Second, God cares about your work because God cares about you. For many Christians, there is a tendency to separate our lives of weekend worship from weekday work. But God is not interested in just meeting you on Sunday morning (or whenever you gather for worship). God wants to meet you on Monday morning as well. He wants to meet with you and have you recognize His presence with you in your work. On this point, Brother Lawrence prayed,

Warm all the kitchen with Thy Love,
and light it with Thy peace;
forgive me all my worrying,
and make my grumbling cease
.”

You can join Brother Lawrence in asking God to Warm all the kitchen / office / garage / home / school / shop / etc. with His Love, and light it with His peace. Ask God for wisdom on the job (James 1:5). Talk with him about the opportunities and challenges you face. When worried or anxious about something you are facing, offer this emotion up to the Lord and invite Him to replace this with His peace (Philippians 4:6-7). Look for God to meet you in your work.

3.  God Wants to Minister through You in Your Work

Finally, God cares about your work because God wants to minister through you to others. Work is one of the main pathways we add value to the lives of those around us. On this point, Brother Lawrence prayed,

Thou who didst love to give men food,
in room, or by the sea,
accept the service that I do,
I do it unto Thee. Amen.”

As Brother Lawrence notes, Jesus not only met people’s spiritual needs, but He also met physical needs for food. We serve similar needs for one another through our work. God not only cares about you as a worker, He cares about the work you do. And, the work we do for others, particularly those with the greatest need, Christ views as service to Him also (Mathew 25:40).

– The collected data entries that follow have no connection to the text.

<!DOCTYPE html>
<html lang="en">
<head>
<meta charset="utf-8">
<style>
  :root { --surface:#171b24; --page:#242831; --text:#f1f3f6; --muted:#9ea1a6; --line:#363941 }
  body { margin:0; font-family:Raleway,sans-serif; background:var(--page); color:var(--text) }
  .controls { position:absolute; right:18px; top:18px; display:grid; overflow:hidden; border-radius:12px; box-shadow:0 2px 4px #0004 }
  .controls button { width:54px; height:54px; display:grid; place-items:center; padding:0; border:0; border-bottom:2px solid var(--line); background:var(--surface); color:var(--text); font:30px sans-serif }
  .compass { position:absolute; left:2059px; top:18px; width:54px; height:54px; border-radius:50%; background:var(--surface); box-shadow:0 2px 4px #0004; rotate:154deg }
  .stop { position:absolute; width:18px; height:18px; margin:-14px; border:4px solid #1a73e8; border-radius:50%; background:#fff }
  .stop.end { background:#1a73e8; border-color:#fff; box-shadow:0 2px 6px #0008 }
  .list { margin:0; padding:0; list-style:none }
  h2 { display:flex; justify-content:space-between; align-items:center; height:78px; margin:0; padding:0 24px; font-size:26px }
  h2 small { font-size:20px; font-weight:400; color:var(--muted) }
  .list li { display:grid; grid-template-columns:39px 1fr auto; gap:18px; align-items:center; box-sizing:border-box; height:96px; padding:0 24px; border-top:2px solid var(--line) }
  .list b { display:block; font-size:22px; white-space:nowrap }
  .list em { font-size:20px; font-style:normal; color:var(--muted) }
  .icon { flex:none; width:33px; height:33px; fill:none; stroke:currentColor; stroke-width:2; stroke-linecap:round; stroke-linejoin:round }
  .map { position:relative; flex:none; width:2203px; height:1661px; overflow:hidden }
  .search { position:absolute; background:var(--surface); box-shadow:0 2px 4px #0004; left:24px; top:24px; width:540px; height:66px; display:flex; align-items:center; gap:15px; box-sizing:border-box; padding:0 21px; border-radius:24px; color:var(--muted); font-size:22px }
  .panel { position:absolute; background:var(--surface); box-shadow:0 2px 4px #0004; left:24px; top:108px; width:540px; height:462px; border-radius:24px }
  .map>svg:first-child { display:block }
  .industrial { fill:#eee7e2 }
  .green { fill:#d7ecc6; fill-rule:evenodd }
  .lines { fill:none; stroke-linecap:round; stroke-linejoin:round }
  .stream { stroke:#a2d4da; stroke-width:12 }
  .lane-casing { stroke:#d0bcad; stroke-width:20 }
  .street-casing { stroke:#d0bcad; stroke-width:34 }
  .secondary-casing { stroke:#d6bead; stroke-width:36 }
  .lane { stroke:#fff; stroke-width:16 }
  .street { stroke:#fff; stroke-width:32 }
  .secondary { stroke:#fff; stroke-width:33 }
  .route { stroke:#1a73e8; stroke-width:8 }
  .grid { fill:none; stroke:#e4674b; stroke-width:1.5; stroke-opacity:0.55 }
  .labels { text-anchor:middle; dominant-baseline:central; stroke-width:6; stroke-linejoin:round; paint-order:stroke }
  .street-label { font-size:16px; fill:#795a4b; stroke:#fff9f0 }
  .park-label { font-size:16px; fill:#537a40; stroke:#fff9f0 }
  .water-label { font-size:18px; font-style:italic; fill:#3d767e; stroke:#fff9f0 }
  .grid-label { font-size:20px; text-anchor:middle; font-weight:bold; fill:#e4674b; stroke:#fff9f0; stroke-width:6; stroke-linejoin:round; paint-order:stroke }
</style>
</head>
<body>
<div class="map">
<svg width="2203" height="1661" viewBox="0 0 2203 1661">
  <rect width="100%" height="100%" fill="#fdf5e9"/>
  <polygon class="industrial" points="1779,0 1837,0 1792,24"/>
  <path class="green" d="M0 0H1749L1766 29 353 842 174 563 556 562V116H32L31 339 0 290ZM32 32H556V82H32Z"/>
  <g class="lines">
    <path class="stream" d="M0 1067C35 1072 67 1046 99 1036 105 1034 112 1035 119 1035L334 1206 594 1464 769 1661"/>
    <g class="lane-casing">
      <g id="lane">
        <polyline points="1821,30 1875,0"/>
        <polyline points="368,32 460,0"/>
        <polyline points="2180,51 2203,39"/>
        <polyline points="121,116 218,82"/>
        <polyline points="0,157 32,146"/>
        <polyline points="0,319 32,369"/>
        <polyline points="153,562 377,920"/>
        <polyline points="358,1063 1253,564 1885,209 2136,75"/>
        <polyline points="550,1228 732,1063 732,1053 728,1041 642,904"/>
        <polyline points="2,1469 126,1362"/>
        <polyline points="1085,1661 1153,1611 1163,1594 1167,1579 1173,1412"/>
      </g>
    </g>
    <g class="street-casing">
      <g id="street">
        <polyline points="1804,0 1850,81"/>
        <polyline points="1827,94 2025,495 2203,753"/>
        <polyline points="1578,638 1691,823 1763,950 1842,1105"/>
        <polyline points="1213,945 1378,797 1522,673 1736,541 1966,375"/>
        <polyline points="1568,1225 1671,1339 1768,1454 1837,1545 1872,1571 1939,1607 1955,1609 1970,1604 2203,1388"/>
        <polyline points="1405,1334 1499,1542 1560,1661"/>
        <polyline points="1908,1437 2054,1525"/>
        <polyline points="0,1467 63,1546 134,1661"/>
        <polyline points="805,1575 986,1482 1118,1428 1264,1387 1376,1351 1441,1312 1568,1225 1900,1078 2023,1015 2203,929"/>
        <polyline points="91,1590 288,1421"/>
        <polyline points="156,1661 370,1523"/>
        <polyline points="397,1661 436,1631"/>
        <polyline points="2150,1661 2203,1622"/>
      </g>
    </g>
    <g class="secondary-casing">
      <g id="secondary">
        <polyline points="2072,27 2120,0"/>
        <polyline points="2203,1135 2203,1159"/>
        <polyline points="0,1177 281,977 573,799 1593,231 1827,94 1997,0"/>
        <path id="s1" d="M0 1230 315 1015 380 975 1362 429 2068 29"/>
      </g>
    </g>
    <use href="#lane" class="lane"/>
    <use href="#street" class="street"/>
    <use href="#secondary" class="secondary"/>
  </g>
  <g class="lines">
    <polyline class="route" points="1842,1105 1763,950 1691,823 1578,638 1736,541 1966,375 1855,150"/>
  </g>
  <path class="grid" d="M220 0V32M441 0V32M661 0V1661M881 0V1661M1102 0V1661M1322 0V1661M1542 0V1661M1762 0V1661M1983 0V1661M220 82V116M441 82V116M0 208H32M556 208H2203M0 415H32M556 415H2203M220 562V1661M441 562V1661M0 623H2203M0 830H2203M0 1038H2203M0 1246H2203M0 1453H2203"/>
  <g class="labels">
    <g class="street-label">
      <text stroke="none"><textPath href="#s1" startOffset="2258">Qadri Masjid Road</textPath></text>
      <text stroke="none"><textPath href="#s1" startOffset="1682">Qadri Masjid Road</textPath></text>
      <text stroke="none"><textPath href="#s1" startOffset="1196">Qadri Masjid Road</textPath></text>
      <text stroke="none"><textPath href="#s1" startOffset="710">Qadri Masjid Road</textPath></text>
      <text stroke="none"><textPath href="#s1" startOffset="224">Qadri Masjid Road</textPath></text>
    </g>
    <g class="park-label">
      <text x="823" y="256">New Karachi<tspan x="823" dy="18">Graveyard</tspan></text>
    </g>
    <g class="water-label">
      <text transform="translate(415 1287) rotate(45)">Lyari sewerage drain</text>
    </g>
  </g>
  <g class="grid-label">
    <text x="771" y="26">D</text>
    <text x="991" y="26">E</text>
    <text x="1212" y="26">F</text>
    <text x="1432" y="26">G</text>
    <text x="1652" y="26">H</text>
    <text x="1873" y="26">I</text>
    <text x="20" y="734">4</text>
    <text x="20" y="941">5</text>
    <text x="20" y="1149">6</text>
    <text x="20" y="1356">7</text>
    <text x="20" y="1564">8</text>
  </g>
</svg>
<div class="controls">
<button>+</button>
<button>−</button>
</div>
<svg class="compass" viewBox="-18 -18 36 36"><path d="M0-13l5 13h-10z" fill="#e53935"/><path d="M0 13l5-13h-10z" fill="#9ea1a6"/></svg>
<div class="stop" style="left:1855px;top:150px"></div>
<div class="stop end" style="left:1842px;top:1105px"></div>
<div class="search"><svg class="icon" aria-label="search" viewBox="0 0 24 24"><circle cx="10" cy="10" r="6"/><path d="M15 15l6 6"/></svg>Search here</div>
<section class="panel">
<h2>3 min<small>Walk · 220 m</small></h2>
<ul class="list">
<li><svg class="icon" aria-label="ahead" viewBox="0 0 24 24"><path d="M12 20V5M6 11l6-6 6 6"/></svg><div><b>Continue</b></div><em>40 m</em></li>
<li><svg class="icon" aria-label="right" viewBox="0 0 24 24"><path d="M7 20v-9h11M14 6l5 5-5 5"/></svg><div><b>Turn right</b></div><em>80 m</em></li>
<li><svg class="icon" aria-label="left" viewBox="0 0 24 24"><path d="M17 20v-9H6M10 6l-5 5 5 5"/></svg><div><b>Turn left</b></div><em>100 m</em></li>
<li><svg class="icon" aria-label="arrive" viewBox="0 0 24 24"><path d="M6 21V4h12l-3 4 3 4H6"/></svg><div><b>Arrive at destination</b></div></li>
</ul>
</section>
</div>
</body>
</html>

God not only cares about chefs, He cares about the food we eat. He not only cares about dentists, but He cares about dentistry and the care of our teeth. He not only cares about plumbers, but also cares about access to water and a sanitary environment in which we can live. God uses your work to add value to the lives of others and to meet the needs of others. In our service to others, we are also serving Christ.

__________________

Your work matters to God. Through it he wants to mold you, meet you, and minister through you. Are you keeping your eyes, ears, and spirit open to God in the midst of your work?